PROBLEM STATEMENT –
Lines in the entries below where the word "Prokopa" shows up should each be copied.

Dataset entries
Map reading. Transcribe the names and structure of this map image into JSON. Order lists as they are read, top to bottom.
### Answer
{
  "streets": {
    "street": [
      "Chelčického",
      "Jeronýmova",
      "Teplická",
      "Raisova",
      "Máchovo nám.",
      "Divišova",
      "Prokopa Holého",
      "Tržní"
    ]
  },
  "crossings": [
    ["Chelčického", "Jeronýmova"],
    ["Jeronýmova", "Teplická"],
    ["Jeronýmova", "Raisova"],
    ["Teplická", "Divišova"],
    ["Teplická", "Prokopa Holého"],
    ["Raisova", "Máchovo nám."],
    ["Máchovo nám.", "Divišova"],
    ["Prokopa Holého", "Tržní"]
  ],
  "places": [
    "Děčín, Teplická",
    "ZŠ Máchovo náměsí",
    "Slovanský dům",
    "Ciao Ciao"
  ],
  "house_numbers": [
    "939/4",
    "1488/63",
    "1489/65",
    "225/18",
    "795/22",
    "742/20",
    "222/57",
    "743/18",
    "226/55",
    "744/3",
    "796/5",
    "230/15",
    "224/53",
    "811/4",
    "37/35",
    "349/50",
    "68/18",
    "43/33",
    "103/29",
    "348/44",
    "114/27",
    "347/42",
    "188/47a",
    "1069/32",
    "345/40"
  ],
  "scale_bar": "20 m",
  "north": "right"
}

EXERCISE RESPONSE –
      "Prokopa Holého",
    ["Teplická", "Prokopa Holého"],
    ["Prokopa Holého", "Tržní"]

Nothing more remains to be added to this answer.